> **TASK DETAILS**
Count every line in this listing that has "butt". Reply with only the total.

> **RECORDS FOR THE TASK**

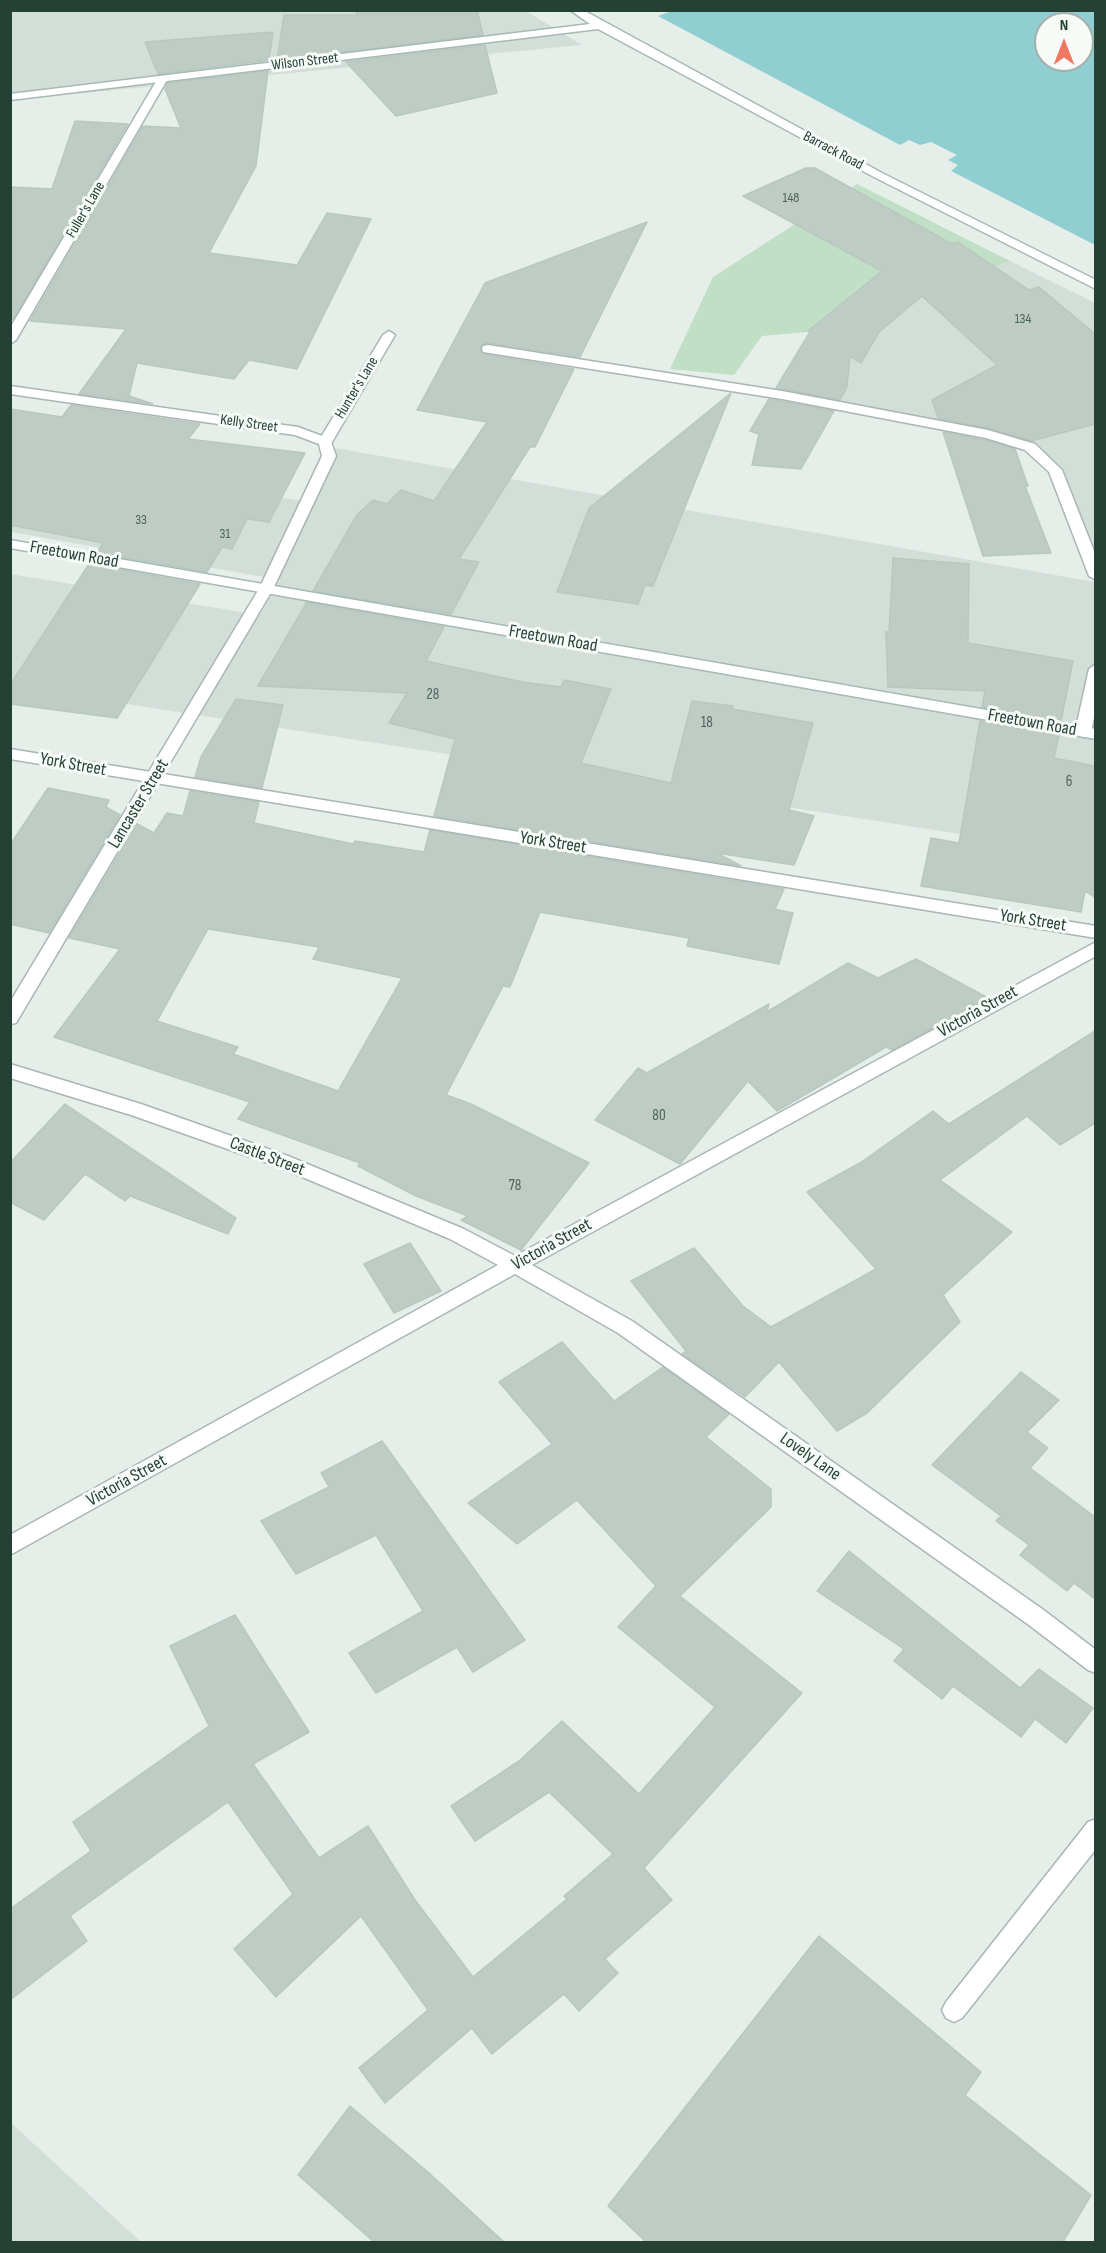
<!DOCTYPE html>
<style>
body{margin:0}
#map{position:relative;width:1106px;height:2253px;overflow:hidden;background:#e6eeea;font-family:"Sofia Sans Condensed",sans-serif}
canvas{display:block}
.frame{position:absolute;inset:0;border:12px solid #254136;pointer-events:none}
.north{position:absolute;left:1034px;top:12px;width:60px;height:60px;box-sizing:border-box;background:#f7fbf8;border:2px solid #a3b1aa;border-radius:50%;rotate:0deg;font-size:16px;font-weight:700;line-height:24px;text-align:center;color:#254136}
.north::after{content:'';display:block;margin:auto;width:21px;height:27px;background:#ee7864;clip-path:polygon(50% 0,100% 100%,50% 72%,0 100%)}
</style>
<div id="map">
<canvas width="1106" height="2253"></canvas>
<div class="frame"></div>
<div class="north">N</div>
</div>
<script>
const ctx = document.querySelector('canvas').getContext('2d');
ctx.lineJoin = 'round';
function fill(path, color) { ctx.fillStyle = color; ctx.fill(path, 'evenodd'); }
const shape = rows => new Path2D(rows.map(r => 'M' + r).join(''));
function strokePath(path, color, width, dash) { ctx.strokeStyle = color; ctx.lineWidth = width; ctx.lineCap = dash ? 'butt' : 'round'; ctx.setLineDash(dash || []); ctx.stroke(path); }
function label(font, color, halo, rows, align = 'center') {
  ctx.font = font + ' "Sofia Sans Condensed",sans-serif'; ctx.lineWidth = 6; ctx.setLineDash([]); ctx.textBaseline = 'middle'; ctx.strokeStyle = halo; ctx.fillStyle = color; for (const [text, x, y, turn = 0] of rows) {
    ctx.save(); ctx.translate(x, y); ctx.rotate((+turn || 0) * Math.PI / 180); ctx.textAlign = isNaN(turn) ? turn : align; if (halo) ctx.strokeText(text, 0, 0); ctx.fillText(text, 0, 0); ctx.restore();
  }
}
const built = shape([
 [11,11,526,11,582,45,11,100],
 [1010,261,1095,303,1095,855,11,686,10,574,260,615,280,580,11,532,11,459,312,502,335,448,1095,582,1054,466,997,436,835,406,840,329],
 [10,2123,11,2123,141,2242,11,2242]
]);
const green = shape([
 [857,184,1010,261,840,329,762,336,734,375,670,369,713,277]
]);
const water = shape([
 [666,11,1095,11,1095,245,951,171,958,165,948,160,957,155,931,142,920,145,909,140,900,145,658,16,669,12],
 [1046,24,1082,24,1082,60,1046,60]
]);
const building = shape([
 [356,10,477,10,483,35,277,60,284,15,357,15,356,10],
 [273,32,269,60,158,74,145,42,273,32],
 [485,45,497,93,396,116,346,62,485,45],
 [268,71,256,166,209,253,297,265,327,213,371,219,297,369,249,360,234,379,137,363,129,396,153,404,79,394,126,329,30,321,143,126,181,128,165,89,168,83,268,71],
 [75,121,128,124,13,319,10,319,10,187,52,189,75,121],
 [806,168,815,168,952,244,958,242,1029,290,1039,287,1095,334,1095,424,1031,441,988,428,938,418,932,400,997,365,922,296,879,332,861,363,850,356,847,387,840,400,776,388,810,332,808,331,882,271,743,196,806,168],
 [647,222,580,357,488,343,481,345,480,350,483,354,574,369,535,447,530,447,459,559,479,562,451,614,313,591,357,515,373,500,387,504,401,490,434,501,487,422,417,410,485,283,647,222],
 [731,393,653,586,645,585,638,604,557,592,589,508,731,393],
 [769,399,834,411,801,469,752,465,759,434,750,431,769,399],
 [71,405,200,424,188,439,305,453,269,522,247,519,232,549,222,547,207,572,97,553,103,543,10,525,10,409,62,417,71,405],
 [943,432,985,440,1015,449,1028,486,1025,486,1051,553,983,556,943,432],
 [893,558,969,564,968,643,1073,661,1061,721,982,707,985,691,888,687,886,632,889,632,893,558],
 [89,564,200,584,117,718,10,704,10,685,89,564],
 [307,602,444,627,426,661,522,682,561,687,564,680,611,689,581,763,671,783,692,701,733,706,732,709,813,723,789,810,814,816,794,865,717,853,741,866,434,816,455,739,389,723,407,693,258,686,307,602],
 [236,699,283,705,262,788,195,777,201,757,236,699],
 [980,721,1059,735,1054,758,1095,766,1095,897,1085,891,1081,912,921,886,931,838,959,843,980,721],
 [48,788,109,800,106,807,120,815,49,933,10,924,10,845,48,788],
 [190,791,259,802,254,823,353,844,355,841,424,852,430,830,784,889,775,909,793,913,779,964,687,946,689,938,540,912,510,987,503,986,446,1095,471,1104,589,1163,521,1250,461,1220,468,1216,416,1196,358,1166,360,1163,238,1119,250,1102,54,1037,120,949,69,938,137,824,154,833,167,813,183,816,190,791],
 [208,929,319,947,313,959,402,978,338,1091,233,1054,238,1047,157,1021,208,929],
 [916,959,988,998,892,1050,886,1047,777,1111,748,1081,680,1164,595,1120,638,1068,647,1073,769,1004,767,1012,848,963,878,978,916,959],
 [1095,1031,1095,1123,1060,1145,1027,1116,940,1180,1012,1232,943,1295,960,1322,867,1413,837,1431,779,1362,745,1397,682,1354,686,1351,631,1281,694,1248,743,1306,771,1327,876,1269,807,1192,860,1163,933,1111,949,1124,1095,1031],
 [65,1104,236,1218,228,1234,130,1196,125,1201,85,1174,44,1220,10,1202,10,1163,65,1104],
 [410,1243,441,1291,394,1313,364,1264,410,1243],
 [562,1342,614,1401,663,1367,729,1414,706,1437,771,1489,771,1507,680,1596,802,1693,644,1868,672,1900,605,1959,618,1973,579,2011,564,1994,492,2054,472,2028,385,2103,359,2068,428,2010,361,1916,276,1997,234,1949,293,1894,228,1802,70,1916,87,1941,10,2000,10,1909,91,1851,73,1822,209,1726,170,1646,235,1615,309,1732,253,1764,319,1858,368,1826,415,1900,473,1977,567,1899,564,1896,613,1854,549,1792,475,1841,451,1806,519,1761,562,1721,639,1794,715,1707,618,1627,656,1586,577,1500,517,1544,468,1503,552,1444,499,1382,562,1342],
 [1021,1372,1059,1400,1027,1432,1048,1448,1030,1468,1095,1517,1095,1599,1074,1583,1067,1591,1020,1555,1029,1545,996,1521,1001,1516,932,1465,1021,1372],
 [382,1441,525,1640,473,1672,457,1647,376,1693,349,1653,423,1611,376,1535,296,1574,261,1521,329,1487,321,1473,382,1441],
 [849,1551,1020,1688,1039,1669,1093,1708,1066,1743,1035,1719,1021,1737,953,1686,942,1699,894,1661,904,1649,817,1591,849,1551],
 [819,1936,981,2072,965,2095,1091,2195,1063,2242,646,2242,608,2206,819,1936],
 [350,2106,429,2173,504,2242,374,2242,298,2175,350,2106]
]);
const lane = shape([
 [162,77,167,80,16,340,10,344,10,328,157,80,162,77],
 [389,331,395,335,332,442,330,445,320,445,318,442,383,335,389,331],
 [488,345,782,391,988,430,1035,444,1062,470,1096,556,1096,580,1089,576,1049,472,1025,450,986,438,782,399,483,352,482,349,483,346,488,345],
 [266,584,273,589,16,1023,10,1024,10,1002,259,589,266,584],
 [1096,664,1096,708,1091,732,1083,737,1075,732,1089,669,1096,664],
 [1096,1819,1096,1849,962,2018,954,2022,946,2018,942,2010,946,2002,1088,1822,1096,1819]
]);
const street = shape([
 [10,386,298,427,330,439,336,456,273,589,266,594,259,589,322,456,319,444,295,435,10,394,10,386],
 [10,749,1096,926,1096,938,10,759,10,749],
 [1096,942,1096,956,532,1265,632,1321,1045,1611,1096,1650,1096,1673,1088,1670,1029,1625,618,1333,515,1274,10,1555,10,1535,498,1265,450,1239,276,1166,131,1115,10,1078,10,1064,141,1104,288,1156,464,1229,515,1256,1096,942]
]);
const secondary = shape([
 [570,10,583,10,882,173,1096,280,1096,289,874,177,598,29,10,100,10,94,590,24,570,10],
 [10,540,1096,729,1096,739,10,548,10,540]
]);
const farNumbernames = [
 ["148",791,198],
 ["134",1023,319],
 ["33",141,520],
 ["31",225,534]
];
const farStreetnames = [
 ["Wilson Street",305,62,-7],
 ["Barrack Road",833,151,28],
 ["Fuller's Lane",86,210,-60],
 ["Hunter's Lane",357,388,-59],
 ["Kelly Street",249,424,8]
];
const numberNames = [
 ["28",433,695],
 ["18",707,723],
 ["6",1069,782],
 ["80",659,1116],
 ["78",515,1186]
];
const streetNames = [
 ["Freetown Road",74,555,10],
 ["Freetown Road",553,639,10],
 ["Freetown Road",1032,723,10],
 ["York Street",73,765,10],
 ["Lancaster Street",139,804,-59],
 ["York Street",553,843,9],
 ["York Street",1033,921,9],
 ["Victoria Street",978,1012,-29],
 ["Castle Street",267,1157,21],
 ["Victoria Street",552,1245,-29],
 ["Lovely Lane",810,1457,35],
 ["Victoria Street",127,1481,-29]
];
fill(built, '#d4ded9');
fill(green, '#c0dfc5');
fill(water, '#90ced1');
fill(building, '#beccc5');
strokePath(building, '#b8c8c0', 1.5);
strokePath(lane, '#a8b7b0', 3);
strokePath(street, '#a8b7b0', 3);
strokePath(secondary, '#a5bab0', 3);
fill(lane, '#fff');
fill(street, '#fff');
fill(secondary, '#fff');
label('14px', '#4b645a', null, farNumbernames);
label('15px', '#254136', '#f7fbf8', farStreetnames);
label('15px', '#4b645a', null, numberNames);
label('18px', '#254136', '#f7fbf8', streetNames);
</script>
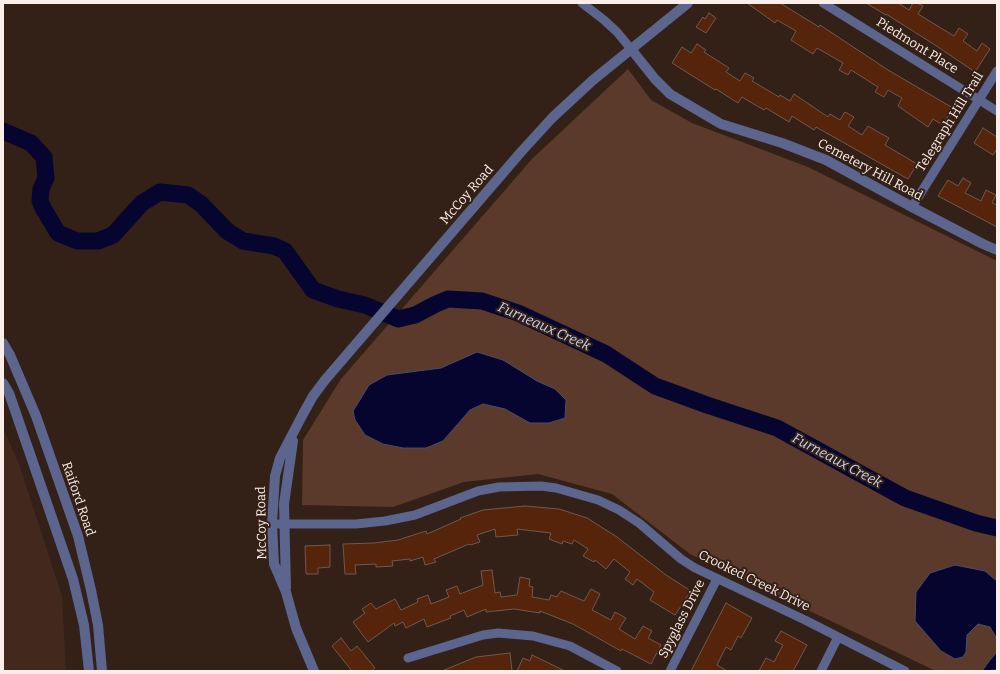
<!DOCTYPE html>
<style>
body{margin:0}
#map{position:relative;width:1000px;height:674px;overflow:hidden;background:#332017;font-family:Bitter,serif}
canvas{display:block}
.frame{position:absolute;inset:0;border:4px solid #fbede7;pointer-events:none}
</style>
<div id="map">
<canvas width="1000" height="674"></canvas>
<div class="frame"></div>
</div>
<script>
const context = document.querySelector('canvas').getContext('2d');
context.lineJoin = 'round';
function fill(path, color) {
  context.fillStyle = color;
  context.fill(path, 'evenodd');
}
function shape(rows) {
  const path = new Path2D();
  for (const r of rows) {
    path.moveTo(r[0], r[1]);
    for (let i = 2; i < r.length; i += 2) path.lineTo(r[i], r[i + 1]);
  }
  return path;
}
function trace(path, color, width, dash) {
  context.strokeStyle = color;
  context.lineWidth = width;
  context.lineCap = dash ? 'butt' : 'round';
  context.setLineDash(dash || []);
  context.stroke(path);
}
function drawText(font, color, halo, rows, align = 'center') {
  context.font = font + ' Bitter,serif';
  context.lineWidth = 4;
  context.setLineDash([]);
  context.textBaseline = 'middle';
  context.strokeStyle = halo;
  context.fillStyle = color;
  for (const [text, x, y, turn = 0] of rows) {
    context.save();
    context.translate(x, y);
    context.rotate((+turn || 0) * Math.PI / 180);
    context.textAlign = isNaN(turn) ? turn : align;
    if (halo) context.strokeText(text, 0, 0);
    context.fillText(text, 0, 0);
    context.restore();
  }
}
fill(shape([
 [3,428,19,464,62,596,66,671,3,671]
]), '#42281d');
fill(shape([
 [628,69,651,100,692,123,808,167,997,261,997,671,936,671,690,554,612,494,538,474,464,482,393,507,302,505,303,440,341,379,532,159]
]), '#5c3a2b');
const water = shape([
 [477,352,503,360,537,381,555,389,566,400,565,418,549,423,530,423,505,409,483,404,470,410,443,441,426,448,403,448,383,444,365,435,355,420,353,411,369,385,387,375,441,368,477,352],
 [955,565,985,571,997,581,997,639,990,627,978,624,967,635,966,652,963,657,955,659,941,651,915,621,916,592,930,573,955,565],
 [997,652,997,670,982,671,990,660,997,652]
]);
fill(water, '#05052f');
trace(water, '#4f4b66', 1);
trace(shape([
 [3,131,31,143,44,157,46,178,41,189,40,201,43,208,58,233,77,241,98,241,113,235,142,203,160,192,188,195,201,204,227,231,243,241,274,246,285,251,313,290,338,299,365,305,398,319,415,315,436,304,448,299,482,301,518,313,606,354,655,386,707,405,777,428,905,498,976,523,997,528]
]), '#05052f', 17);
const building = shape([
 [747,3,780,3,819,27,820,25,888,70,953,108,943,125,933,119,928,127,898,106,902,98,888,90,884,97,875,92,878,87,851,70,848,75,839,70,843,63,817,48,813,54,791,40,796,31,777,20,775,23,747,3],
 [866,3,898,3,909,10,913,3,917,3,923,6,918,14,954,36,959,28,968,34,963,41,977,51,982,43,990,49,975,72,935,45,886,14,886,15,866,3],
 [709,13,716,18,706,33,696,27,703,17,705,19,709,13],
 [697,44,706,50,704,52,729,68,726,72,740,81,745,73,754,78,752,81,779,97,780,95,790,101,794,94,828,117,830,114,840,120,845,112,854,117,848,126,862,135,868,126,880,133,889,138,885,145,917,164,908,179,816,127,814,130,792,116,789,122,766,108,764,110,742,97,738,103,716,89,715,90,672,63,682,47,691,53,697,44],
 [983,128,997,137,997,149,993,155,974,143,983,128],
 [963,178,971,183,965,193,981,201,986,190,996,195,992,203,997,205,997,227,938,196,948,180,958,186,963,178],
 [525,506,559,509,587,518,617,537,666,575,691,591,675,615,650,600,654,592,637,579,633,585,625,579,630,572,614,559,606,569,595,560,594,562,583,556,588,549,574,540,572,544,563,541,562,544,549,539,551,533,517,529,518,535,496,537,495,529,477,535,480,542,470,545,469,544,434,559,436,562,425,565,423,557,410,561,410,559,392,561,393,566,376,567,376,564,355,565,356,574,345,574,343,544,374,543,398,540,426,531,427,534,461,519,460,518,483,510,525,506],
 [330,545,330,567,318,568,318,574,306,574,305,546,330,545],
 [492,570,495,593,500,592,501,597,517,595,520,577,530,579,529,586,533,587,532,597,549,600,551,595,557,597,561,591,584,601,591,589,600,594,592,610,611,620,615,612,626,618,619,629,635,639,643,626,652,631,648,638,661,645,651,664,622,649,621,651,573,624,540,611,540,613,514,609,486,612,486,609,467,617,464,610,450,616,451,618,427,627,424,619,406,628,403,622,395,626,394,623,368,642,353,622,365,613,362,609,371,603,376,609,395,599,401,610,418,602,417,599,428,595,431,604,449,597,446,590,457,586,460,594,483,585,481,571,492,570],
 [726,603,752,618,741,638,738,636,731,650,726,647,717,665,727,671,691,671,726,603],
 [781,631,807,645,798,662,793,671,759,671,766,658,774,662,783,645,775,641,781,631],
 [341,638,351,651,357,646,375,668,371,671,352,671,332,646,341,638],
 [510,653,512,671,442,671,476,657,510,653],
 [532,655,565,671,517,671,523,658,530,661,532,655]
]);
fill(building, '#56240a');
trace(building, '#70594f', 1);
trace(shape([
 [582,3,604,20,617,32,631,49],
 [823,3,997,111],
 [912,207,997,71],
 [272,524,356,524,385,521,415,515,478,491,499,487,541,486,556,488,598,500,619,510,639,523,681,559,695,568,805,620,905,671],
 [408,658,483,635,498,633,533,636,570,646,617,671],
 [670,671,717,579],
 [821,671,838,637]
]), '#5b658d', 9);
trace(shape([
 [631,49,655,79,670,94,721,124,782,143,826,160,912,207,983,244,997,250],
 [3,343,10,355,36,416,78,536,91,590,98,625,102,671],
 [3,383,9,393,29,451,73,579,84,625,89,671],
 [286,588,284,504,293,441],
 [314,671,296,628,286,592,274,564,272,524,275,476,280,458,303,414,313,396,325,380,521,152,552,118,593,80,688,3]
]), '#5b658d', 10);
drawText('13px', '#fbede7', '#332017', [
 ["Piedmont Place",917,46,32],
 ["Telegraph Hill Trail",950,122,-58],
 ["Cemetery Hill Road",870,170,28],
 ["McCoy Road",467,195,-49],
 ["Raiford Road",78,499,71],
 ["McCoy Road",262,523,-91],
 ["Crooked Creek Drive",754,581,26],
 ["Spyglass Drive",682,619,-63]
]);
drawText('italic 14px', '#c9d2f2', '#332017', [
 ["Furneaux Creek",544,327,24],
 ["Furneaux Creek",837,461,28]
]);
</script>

> **RESULT BELOW**
2